05 December 2006

Once Wrote A Good Poem



Let me make a fair deduction in your case,
you’re young, you’re invulnerable and
you know you cannot fail. Fair enough,
we were all that way once. For some that
was eons ago, including me, but I’m not
writing like there is no tomorrow, I’m not
riding the crest of a wave, grooving to
the echoed chorus of hollow sycophancy.

But I have done something I think you should
do, I have taken time to read what you wrote.
Have you? Objectively? If you did the
complacency of your half-formed lines would
jangle on your sensitivity, the rhythms that are
at best broken and estranged would beset
your tolerance of disorder such your teeth
would itch. And you’d correct the spelling.

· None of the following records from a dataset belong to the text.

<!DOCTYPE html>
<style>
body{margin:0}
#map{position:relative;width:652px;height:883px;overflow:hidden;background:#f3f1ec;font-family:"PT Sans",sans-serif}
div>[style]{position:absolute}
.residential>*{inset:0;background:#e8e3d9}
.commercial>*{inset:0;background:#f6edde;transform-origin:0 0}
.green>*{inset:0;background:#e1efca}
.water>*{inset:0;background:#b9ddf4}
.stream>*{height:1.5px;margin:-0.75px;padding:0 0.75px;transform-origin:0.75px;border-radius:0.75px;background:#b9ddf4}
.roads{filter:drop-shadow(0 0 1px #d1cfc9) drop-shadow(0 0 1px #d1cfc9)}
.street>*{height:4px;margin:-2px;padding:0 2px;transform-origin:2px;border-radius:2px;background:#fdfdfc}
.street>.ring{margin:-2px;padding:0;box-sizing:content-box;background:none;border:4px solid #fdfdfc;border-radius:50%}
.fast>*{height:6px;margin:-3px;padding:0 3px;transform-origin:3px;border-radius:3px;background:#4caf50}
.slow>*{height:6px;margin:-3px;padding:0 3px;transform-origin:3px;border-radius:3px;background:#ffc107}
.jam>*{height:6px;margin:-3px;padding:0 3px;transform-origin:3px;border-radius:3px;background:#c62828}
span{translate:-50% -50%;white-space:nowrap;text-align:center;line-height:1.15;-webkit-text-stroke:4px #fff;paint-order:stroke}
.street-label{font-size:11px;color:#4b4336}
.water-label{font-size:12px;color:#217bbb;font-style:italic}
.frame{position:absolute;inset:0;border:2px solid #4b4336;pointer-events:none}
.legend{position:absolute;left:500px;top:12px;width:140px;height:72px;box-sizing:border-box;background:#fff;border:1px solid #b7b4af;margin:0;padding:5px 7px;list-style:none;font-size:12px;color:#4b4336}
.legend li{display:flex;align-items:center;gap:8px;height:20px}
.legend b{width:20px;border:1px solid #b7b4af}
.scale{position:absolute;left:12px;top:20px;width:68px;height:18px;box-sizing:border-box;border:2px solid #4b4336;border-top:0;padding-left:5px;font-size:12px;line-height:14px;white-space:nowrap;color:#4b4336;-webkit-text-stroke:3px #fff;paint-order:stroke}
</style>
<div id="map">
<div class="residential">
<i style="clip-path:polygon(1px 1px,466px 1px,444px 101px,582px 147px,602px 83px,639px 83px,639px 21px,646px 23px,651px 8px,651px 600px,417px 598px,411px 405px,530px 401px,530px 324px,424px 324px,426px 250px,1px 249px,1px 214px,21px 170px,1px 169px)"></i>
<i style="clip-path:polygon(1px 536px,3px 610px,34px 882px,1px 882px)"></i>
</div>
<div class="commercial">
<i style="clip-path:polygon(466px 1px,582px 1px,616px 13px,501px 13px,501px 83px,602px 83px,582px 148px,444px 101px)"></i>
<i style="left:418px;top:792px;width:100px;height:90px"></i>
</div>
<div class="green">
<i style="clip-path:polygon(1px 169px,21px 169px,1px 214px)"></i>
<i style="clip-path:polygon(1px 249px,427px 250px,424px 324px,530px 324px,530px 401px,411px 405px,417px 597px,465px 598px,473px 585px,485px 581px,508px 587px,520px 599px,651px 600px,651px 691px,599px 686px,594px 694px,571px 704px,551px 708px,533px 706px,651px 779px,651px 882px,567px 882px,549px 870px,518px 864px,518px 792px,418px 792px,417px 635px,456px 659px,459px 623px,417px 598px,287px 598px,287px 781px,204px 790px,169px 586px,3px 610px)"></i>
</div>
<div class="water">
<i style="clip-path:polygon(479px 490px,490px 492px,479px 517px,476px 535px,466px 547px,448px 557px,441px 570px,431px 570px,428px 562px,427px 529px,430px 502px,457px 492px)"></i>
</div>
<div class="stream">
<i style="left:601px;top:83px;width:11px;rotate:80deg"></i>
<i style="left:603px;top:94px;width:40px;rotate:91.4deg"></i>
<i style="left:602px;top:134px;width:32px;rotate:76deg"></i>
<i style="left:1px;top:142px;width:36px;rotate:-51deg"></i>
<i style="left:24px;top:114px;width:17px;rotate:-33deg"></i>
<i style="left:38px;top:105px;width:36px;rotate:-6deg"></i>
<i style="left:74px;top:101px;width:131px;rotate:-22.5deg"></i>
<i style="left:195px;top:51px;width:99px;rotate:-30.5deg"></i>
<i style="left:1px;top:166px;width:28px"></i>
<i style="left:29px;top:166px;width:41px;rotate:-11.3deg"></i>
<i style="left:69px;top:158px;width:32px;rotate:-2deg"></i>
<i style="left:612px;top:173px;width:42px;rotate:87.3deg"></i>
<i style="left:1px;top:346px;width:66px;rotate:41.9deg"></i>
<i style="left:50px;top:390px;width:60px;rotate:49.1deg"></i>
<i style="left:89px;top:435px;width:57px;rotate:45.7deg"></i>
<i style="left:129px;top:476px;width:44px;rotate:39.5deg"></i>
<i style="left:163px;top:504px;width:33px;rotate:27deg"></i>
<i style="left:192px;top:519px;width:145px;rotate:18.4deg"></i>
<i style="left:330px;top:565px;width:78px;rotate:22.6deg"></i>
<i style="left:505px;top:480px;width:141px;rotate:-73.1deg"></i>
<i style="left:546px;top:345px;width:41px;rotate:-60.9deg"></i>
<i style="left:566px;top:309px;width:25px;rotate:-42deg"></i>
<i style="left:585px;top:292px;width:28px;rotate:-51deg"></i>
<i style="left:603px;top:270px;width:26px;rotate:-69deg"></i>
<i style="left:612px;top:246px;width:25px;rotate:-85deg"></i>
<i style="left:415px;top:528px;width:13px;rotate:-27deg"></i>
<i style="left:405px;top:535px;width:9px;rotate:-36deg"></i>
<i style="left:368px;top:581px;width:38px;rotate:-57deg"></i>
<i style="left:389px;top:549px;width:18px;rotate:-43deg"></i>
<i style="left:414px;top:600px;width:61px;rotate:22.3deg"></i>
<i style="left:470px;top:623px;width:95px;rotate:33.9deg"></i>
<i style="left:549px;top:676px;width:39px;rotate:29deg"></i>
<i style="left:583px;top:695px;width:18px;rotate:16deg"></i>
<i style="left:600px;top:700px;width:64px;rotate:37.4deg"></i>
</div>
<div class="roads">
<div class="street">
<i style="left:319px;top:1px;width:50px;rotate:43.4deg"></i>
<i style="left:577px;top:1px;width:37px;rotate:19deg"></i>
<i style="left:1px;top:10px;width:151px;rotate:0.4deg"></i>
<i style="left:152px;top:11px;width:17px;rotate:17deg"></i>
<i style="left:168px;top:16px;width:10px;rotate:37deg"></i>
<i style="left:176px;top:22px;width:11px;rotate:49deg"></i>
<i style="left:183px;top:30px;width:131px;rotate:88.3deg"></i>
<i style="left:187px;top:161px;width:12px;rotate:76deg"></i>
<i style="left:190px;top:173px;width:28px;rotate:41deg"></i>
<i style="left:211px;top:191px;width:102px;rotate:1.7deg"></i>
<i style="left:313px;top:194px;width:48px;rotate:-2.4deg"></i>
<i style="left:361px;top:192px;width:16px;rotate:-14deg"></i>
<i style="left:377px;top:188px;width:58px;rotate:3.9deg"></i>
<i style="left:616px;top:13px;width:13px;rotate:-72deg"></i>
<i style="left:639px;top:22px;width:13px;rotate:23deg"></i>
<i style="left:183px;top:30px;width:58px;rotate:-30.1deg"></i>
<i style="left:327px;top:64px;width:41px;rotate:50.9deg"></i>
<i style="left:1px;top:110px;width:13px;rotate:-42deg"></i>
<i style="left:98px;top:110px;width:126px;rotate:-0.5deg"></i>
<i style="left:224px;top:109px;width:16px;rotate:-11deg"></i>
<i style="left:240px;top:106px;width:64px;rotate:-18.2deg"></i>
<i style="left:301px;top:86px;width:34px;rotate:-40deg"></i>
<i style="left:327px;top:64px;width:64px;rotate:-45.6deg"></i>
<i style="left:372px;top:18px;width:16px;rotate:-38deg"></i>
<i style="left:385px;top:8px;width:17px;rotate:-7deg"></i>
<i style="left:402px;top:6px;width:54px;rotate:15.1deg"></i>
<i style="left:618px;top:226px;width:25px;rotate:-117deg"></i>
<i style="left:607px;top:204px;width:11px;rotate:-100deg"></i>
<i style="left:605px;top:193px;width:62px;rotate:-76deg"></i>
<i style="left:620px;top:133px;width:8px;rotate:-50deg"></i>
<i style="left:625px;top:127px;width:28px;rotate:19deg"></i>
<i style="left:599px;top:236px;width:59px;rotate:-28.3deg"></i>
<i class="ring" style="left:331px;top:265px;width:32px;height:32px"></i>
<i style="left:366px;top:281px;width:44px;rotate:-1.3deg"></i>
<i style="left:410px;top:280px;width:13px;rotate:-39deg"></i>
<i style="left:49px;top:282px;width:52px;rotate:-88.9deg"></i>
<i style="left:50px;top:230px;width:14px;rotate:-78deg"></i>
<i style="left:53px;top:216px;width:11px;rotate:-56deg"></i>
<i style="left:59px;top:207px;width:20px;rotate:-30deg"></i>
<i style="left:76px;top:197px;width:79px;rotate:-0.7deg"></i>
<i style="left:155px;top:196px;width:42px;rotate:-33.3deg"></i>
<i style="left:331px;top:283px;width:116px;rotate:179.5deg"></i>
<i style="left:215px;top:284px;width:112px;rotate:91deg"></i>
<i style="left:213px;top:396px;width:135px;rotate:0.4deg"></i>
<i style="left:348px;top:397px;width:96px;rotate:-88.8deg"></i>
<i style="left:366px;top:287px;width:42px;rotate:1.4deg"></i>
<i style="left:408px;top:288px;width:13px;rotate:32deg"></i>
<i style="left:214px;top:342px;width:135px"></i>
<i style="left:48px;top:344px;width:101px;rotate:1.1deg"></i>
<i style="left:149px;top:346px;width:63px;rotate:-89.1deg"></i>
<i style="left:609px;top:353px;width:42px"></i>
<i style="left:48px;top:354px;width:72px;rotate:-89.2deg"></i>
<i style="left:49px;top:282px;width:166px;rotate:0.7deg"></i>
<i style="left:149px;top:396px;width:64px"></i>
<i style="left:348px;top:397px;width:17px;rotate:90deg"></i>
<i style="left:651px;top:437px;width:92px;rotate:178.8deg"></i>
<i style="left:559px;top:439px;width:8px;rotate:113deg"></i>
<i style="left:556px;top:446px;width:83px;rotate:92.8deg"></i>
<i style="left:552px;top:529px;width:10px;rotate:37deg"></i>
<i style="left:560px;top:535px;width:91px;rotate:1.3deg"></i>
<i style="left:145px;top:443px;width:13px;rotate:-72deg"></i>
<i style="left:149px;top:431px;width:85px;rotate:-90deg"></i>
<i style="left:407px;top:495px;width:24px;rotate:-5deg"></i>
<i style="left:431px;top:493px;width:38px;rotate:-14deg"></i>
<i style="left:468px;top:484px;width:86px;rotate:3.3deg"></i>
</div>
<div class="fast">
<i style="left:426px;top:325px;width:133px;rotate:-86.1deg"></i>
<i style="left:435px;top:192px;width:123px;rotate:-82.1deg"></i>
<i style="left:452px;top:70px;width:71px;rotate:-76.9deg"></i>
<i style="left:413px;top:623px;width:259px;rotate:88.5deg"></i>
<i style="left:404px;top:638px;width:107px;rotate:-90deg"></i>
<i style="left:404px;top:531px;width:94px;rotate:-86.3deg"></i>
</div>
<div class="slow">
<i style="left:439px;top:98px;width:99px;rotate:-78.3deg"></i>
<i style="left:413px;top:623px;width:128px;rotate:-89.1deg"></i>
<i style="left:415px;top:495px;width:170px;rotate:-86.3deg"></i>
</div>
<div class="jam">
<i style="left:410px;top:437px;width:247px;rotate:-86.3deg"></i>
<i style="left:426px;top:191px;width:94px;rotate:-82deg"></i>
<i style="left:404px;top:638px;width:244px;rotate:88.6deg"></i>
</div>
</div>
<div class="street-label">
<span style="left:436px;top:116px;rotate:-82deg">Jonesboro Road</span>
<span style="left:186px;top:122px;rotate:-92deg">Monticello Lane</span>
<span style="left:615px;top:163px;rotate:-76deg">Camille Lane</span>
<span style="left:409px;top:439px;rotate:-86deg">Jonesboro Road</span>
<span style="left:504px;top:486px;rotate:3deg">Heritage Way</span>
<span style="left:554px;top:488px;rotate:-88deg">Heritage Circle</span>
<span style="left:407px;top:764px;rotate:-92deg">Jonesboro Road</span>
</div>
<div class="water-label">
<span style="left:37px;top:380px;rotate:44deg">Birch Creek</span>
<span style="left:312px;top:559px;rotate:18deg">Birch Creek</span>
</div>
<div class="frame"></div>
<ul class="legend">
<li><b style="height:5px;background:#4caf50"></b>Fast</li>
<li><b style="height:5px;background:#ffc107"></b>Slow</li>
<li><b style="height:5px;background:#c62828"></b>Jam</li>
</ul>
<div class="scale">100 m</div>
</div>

I found it strange that where you write one
good poem (and you do) you follow it with
twenty two or more compositions reflecting
the most pedestrian penmanship imaginable.
It is like you’ve drained the pond of drinkable
water and are dredging the rotting leaves that
line the depths of your overreached imagination.
But you are invulnerable and you cannot fail!

Perhaps it is time to take a backward step, use
the process of reflect, review, reject unless there
is a spark of something vital, new. To stay in the
vein of your last success will not make you worth
the effort of wading through one hundred and
twenty seven poems in the hope of finding
the gem that everyone knows must be there,
afterall, you once wrote a good poem.